• _PROBLEM_
Two lines below mark the span: the one containing "display:block; font-size:15px; white-space:nowrap" and the one containing "flex:none; width:22px; height:22px;". Set down both, plus every line between, exactly as they stand, and nothing else.

• _EXTRACTED ENTRIES_
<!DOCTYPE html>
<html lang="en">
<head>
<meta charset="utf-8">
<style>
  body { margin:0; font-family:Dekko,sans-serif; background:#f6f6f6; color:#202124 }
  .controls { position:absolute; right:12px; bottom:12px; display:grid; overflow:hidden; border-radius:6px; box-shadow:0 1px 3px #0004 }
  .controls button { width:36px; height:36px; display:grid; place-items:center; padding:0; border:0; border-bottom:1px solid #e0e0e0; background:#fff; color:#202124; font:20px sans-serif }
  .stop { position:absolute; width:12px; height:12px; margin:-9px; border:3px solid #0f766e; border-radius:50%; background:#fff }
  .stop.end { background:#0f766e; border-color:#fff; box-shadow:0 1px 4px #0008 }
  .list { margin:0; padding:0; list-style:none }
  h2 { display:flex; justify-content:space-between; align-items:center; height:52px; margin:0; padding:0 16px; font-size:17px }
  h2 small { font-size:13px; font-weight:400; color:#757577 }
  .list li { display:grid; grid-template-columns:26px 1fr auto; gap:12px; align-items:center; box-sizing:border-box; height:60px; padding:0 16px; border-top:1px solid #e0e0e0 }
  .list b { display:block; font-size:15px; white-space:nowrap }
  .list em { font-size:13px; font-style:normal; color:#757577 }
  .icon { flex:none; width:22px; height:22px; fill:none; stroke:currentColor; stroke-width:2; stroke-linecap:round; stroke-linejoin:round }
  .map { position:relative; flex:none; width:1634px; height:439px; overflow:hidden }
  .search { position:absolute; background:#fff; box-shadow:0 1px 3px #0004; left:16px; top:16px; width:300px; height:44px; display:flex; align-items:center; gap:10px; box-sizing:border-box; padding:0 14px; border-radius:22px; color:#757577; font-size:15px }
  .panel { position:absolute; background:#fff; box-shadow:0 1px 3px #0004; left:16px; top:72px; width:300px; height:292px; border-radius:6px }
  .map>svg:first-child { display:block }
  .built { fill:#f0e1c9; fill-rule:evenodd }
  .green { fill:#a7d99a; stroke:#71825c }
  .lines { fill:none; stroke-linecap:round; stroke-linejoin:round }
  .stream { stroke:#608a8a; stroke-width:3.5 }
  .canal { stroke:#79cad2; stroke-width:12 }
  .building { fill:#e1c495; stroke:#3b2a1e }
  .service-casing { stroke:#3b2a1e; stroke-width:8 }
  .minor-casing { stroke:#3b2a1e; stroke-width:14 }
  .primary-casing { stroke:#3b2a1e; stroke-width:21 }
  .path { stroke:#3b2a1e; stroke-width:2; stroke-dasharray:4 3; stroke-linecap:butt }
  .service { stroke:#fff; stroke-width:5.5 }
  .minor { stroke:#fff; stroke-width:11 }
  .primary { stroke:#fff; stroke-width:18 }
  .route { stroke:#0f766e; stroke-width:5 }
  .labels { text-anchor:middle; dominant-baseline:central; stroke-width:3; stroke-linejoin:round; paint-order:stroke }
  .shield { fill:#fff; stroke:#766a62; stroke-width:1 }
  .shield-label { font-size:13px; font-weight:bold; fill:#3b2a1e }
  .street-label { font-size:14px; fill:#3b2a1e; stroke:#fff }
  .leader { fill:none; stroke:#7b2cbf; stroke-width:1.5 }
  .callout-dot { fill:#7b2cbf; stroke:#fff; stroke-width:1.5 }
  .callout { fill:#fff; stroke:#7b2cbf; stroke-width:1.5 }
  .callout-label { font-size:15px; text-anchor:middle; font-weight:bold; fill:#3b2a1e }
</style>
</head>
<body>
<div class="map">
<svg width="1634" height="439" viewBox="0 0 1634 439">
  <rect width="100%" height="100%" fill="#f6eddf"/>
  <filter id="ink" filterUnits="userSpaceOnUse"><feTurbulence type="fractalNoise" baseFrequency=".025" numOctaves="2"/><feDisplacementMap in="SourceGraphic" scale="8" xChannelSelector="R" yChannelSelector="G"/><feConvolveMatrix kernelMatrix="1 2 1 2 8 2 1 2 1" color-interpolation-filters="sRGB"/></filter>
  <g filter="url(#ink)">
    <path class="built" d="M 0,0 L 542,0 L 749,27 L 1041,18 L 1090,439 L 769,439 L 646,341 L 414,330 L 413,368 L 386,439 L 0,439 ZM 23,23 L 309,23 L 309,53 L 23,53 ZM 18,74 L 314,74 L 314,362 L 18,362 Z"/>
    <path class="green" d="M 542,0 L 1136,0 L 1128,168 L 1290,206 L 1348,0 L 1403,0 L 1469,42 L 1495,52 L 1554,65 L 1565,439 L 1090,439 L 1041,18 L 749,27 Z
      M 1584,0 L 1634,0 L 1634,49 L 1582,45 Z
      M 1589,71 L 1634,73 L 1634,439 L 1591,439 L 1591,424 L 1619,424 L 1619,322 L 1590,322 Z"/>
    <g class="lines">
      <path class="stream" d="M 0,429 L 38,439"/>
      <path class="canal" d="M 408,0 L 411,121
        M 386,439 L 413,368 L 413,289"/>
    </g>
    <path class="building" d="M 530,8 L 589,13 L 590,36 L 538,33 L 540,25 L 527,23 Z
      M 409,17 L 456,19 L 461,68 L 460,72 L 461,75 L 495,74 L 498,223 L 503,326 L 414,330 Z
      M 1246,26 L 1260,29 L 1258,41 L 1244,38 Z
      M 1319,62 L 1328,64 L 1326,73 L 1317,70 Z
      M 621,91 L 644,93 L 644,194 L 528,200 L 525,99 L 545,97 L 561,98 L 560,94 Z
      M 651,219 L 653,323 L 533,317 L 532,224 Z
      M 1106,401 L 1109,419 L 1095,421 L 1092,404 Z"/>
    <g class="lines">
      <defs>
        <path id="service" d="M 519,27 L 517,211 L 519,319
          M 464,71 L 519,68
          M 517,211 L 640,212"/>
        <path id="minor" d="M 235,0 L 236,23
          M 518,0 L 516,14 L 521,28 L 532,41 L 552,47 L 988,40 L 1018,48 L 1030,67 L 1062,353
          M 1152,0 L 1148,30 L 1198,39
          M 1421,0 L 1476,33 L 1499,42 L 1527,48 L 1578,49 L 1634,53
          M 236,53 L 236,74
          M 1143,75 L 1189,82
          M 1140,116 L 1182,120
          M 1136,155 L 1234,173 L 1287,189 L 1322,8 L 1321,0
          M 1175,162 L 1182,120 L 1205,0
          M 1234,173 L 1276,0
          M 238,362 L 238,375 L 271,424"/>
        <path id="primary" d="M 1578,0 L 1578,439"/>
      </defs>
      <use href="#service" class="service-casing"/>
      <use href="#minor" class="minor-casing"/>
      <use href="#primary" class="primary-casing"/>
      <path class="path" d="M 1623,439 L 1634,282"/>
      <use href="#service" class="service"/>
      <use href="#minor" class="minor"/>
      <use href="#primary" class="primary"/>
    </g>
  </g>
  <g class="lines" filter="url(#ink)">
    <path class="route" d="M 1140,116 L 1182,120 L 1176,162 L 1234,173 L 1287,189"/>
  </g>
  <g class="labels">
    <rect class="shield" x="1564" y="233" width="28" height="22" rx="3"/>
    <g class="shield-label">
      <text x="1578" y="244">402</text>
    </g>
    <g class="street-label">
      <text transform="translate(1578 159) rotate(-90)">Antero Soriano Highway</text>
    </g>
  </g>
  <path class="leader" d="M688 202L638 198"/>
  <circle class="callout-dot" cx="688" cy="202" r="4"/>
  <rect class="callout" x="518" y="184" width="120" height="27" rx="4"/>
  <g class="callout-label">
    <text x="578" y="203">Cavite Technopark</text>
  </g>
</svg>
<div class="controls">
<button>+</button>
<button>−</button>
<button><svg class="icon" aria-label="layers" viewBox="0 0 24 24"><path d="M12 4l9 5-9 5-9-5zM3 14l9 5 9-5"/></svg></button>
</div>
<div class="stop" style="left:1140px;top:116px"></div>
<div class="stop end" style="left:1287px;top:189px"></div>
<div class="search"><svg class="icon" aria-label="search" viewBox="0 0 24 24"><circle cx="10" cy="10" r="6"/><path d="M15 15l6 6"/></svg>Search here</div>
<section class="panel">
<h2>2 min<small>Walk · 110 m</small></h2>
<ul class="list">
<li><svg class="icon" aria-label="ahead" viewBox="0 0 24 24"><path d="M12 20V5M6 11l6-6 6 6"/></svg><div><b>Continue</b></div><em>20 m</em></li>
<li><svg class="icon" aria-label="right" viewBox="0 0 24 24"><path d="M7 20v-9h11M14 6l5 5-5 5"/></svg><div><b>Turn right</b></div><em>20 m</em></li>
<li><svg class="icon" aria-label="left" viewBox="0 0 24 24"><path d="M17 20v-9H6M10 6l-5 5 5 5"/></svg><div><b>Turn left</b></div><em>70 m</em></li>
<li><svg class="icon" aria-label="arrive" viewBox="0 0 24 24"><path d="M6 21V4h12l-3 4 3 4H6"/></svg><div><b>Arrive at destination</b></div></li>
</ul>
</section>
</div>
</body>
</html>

• _EXERCISE RESULT_
  .list b { display:block; font-size:15px; white-space:nowrap }
  .list em { font-size:13px; font-style:normal; color:#757577 }
  .icon { flex:none; width:22px; height:22px; fill:none; stroke:currentColor; stroke-width:2; stroke-linecap:round; stroke-linejoin:round }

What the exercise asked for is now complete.